Parc national de Mosi-oa-Tunya
"J'ai regardé un rhinocéros blanc brouter pendant vingt minutes et j'ai complètement oublié que les plus grandes chutes du monde se trouvaient à trois kilomètres."
Mosi-oa-Tunya, c’est le nom tonga des chutes — « La fumée qui tonne » — et il appartient d’abord à la Zambie, comme nom et comme lieu. Le parc national qui porte ce nom est petit par les standards de l’Afrique australe, à peine 66 kilomètres carrés, partagé entre la section de la forêt pluviale des chutes et une zone de safari distincte en amont où vivent les antilopes, les prédateurs et, surtout, les rhinocéros blancs.

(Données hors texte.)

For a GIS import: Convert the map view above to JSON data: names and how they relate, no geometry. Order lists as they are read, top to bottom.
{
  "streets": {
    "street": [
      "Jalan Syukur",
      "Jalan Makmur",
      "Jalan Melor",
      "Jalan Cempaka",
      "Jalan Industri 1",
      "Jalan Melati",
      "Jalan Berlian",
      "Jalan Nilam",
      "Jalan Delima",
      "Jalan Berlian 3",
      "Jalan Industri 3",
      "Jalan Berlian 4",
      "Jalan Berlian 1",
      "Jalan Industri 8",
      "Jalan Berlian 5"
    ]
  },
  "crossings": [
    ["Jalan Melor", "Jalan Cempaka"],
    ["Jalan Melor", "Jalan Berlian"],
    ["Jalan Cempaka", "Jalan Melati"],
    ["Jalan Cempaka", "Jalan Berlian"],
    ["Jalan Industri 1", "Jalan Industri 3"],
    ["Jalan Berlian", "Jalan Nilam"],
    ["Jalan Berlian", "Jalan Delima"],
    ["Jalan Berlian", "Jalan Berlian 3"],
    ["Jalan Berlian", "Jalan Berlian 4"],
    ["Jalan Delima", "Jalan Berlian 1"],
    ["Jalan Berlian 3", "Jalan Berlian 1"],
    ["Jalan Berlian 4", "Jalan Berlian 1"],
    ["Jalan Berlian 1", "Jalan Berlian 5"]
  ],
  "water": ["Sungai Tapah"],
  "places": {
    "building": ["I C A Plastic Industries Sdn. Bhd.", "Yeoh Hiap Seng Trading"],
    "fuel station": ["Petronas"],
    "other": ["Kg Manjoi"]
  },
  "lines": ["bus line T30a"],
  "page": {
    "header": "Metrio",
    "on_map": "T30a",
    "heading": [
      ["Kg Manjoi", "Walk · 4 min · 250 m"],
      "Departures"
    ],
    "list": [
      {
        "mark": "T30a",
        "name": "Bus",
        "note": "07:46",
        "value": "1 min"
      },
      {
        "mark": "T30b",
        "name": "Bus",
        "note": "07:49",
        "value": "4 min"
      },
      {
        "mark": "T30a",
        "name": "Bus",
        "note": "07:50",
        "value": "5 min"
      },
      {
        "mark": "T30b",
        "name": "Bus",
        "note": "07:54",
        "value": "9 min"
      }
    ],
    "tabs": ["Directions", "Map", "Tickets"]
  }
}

La plupart des gens arrivent pour les chutes et repartent sans traverser vers la zone de safari. C’est une erreur facile à éviter.
Les chutes côté zambien
Les belvédères zambiens offrent une géométrie différente de celle du Zimbabwe. Depuis le pont suspendu du Knife Edge — un pont au-dessus d’une gorge latérale — on fait face simultanément à la Cataracte Orientale et aux chutes principales, avec la vapeur qui monte devant soi et la gorge qui plonge sous les pieds, les deux se disputant votre attention au même instant. Le pont oscille sensiblement dans le courant d’air ascendant. Le son n’est pas fort comme un concert est fort ; il est envahissant comme la météo est envahissante, venant de partout à la fois.
Le sentier dans la forêt pluviale est plus court de ce côté mais tout aussi trempé — on passe dans un tunnel d’arbres dont la canopée égoutte en permanence de l’humidité ambiante, des fougères poussant sur toutes les surfaces horizontales, un microclimat entretenu uniquement par la brume.
Les rhinocéros blancs
La zone de safari se trouve en amont, accessible par une entrée distincte. Une douzaine de rhinocéros blancs du sud vivent ici dans un sanctuaire clôturé — partie intégrante d’un programme de conservation plus large visant à réétablir des populations à travers la Zambie. Des safaris pédestres vous emmènent à leur rencontre, et c’est là que le matin devient quelque chose d’autre entièrement.
Les rhinocéros blancs de près sont plus grands que prévu. Pas plus hauts, mais plus denses — il y a en eux une masse précambrienne que les photos ne restituent pas. Le guide nous a approchés à environ trente mètres d’une mère et d’un juvénile qui broutaient dans un espace ouvert d’arbustes. La lumière était encore basse et orangée. Les rhinocéros se déplaçaient lentement dans l’herbe et ne nous accordaient aucune attention particulière.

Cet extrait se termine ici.